#### [WHAT TO PRODUCE]
Below are entries. Copy exactly the lines running from the line that holds "function fillPath(path, color)" to the line that holds "M78,54L98,90L80,100L61,63Z", with both ends included.

Source data
━━━━━━━━━━━━━━━━
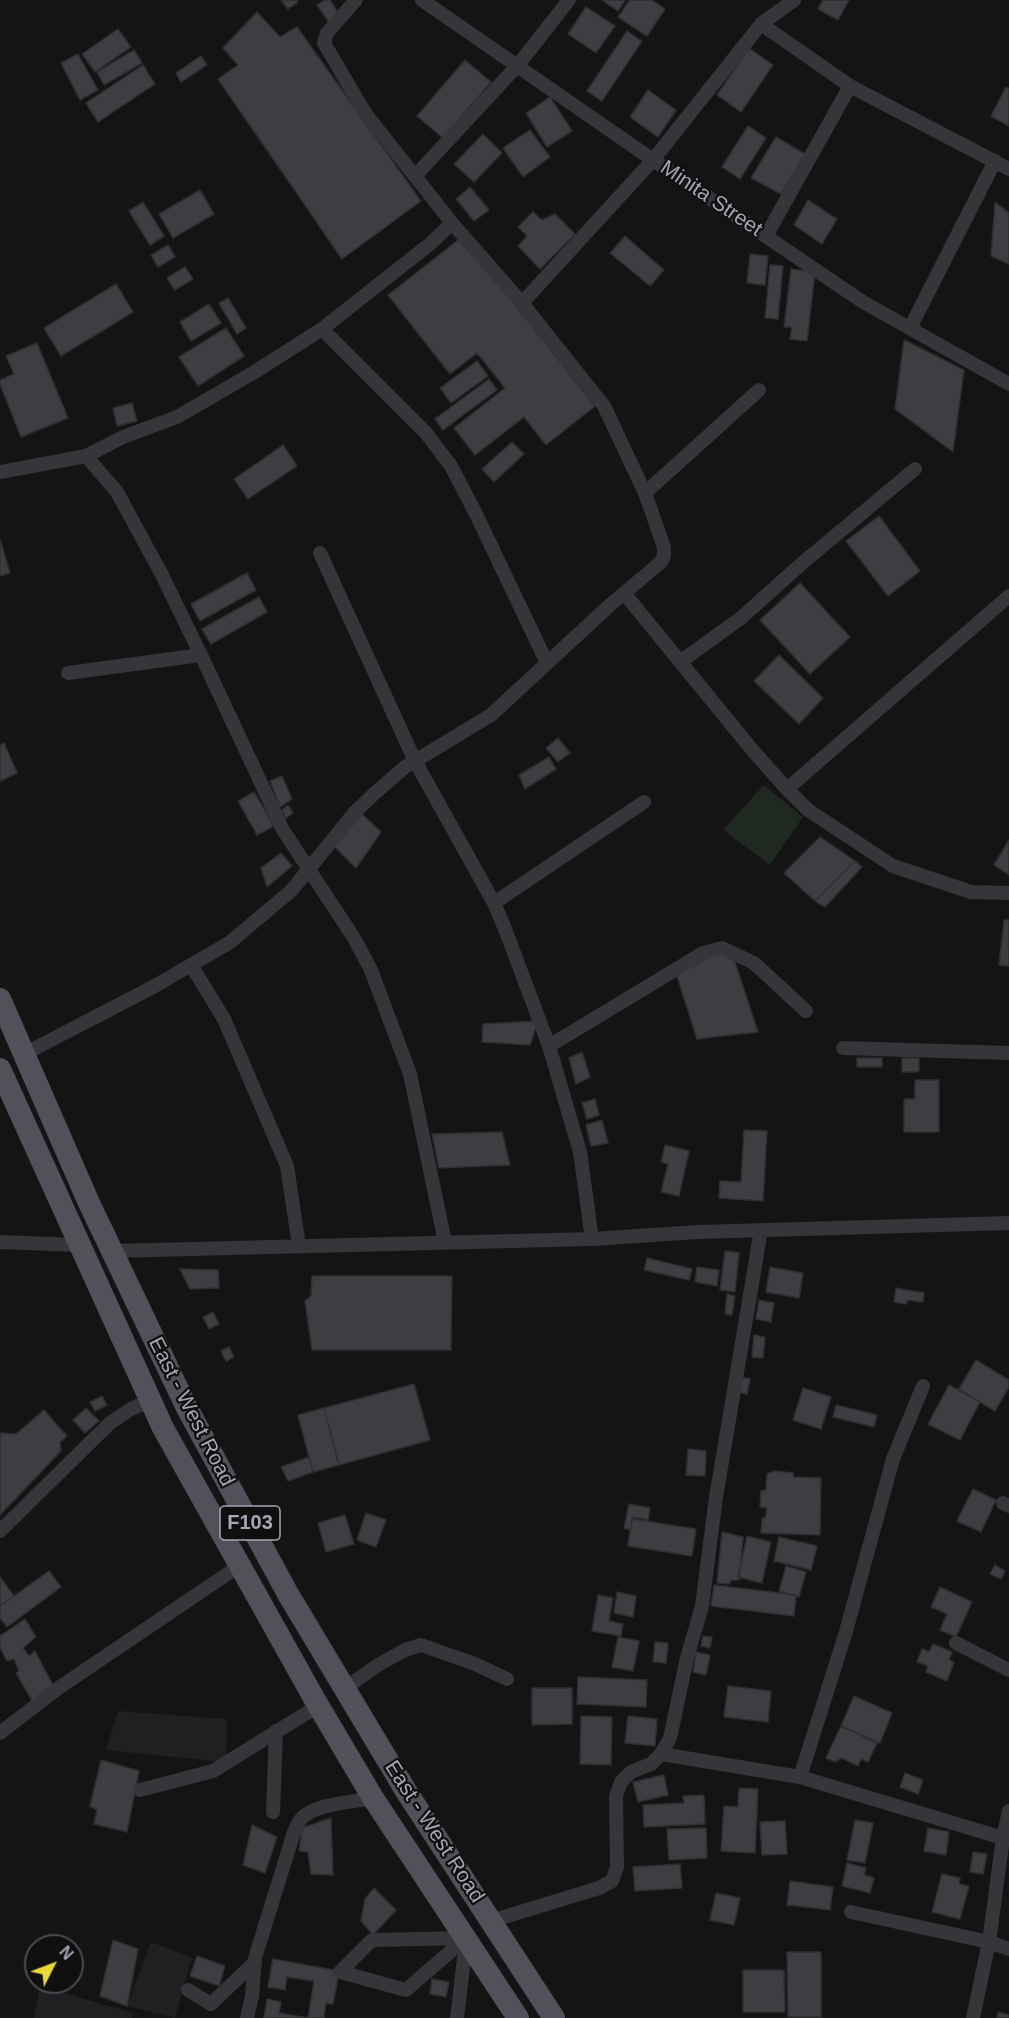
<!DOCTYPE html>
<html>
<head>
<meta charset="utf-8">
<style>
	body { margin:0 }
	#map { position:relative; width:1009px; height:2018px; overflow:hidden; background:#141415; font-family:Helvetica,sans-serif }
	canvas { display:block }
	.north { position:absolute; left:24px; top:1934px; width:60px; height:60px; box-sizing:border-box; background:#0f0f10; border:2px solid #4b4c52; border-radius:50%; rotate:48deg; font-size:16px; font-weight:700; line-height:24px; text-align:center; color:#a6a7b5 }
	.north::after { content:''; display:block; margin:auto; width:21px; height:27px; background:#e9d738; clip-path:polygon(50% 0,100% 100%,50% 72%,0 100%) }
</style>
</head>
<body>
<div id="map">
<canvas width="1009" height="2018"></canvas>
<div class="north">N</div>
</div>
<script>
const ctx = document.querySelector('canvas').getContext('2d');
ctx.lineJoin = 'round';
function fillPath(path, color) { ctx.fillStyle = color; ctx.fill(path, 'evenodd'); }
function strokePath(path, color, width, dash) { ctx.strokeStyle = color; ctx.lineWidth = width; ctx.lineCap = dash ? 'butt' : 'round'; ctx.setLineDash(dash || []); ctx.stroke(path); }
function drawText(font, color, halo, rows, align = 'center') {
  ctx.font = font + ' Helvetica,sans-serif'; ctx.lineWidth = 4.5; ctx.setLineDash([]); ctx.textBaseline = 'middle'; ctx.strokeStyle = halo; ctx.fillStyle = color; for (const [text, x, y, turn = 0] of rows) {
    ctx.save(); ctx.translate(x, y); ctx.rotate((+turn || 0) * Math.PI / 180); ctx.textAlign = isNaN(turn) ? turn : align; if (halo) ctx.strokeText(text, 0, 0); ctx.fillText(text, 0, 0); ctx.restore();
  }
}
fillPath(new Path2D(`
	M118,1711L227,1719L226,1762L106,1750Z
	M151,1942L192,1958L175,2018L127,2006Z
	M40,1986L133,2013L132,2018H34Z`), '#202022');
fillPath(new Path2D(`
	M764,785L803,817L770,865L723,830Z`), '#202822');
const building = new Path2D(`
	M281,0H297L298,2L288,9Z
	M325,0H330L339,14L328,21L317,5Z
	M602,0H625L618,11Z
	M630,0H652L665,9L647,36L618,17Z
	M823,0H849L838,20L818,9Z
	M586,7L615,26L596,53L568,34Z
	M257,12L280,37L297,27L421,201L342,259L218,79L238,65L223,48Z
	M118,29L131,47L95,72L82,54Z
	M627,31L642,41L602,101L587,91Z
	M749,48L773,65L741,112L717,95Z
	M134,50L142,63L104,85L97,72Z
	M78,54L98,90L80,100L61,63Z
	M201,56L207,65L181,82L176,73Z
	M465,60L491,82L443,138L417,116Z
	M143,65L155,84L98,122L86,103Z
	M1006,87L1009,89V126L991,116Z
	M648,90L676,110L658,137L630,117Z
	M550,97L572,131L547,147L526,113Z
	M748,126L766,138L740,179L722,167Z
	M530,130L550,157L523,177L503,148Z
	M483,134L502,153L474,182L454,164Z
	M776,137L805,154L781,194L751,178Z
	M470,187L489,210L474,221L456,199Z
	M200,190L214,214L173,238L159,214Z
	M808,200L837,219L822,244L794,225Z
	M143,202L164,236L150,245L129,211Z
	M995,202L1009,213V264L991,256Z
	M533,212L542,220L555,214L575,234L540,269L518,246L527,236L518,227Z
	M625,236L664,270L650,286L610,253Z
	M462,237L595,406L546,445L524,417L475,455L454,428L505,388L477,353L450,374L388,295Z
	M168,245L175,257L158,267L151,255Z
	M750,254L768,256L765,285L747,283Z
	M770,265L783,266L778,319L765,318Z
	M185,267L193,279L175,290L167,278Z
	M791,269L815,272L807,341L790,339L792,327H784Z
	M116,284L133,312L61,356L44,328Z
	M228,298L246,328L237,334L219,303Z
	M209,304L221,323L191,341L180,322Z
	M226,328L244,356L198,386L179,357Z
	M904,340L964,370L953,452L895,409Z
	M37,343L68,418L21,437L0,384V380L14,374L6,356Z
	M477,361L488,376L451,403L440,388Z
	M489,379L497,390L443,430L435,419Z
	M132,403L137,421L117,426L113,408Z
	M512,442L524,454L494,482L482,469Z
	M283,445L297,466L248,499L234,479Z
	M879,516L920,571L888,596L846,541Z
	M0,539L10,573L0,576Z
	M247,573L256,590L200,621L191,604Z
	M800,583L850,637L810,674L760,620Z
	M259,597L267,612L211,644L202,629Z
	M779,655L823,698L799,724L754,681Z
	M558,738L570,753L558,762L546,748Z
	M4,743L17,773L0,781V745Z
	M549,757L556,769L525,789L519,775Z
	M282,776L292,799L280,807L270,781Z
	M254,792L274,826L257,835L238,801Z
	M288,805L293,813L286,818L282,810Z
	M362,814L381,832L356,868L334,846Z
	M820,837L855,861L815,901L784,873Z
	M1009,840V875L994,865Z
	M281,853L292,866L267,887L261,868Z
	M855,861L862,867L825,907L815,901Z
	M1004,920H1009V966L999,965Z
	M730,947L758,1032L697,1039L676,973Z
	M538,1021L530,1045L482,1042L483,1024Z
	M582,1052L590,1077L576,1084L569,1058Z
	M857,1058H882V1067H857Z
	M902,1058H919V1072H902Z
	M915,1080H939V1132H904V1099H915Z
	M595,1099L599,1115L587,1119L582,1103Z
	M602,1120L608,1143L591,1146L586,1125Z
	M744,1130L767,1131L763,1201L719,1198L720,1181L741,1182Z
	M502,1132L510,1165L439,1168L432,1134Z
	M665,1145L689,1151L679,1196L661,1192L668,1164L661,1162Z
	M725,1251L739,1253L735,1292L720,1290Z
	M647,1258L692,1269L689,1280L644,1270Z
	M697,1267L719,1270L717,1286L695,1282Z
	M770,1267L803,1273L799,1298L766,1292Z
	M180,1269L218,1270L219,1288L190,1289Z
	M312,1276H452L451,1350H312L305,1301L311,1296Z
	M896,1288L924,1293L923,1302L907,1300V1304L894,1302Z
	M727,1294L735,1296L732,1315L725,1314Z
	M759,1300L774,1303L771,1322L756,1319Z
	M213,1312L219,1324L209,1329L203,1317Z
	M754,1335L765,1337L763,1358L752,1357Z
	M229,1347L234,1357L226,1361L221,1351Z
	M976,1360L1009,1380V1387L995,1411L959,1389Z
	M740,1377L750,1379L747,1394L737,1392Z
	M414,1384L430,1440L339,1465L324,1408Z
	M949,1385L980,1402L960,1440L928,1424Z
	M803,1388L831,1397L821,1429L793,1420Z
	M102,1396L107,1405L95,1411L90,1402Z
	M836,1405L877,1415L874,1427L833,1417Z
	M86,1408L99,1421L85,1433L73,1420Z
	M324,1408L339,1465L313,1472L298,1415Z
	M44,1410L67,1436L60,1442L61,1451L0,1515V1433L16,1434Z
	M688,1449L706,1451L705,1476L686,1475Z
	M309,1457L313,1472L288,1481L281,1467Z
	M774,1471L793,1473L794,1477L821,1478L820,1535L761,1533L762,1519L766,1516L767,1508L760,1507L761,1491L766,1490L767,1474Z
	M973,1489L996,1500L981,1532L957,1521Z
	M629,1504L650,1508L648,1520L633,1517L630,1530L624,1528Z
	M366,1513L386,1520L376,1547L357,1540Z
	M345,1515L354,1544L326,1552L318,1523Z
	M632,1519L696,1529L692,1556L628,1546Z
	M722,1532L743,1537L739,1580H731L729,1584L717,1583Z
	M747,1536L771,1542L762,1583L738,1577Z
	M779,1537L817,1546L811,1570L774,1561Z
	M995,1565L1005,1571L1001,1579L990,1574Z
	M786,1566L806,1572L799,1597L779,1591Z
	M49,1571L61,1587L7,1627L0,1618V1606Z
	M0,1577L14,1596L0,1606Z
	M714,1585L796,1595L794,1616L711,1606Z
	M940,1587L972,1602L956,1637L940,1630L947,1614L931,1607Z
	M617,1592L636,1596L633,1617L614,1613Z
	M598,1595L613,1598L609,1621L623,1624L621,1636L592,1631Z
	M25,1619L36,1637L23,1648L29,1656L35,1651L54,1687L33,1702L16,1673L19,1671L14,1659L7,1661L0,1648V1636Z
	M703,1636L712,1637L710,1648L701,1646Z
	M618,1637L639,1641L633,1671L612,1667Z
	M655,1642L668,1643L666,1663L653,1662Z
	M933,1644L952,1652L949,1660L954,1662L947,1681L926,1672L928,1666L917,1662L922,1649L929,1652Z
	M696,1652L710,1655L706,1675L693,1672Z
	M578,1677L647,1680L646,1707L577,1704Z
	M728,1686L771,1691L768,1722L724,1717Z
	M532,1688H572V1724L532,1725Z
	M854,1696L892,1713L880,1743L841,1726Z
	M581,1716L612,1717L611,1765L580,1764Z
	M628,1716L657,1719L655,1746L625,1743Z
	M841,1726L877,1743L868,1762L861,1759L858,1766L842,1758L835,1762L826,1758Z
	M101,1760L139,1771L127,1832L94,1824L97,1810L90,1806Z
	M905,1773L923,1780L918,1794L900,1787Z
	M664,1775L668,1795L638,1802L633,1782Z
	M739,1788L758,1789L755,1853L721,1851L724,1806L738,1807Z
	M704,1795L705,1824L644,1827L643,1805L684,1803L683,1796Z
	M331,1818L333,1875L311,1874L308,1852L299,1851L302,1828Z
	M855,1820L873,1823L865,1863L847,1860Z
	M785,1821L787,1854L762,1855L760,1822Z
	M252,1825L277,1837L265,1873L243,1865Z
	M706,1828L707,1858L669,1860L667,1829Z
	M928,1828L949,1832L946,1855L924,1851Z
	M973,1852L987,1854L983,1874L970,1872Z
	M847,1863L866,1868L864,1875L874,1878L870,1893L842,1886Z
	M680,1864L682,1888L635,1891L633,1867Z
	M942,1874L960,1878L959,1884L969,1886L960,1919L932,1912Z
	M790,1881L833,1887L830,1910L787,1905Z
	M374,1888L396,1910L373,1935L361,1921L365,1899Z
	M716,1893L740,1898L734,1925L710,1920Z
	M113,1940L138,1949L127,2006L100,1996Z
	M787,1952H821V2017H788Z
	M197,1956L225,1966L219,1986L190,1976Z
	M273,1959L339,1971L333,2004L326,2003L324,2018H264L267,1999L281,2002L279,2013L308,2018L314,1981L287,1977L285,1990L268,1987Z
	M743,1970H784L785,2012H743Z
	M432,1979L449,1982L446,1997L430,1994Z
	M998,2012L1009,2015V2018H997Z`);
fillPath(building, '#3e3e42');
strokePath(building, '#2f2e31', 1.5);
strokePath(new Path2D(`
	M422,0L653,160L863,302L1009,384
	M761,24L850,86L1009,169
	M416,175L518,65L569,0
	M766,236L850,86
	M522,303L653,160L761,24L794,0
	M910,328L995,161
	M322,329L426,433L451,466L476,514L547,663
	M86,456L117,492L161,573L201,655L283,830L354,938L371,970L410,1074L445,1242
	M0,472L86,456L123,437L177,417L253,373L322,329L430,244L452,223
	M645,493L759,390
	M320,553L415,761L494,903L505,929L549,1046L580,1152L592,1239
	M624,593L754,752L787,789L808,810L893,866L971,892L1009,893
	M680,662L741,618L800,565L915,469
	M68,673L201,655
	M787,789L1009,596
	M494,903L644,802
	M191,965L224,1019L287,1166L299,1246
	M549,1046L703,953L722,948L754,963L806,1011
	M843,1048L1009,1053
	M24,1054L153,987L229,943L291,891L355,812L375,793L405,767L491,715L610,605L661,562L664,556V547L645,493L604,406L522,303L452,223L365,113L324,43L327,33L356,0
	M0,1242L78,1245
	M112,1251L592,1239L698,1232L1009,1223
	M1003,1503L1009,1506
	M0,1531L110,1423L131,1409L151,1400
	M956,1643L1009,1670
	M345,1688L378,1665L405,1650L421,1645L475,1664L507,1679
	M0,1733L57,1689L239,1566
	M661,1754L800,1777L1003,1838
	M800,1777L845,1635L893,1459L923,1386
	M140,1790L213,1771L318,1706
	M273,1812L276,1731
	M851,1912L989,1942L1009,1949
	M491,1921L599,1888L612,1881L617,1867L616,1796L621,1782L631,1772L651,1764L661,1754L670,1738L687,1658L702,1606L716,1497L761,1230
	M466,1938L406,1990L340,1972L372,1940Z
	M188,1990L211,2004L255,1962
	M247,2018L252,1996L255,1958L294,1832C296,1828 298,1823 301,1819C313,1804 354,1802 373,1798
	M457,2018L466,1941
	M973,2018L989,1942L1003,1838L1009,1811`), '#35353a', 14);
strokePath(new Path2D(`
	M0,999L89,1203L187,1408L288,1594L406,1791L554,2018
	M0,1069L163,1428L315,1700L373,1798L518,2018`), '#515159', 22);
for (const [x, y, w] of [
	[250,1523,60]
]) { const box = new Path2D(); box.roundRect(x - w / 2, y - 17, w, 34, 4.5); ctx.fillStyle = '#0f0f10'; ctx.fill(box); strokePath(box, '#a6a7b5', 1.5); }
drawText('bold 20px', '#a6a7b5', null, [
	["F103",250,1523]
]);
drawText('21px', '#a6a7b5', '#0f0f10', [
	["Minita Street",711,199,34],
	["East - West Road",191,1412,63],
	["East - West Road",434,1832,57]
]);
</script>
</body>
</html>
━━━━━━━━━━━━━━━━
#### [OUTPUT OF THE EXERCISE]
function fillPath(path, color) { ctx.fillStyle = color; ctx.fill(path, 'evenodd'); }
function strokePath(path, color, width, dash) { ctx.strokeStyle = color; ctx.lineWidth = width; ctx.lineCap = dash ? 'butt' : 'round'; ctx.setLineDash(dash || []); ctx.stroke(path); }
function drawText(font, color, halo, rows, align = 'center') {
  ctx.font = font + ' Helvetica,sans-serif'; ctx.lineWidth = 4.5; ctx.setLineDash([]); ctx.textBaseline = 'middle'; ctx.strokeStyle = halo; ctx.fillStyle = color; for (const [text, x, y, turn = 0] of rows) {
    ctx.save(); ctx.translate(x, y); ctx.rotate((+turn || 0) * Math.PI / 180); ctx.textAlign = isNaN(turn) ? turn : align; if (halo) ctx.strokeText(text, 0, 0); ctx.fillText(text, 0, 0); ctx.restore();
  }
}
fillPath(new Path2D(`
	M118,1711L227,1719L226,1762L106,1750Z
	M151,1942L192,1958L175,2018L127,2006Z
	M40,1986L133,2013L132,2018H34Z`), '#202022');
fillPath(new Path2D(`
	M764,785L803,817L770,865L723,830Z`), '#202822');
const building = new Path2D(`
	M281,0H297L298,2L288,9Z
	M325,0H330L339,14L328,21L317,5Z
	M602,0H625L618,11Z
	M630,0H652L665,9L647,36L618,17Z
	M823,0H849L838,20L818,9Z
	M586,7L615,26L596,53L568,34Z
	M257,12L280,37L297,27L421,201L342,259L218,79L238,65L223,48Z
	M118,29L131,47L95,72L82,54Z
	M627,31L642,41L602,101L587,91Z
	M749,48L773,65L741,112L717,95Z
	M134,50L142,63L104,85L97,72Z
	M78,54L98,90L80,100L61,63Z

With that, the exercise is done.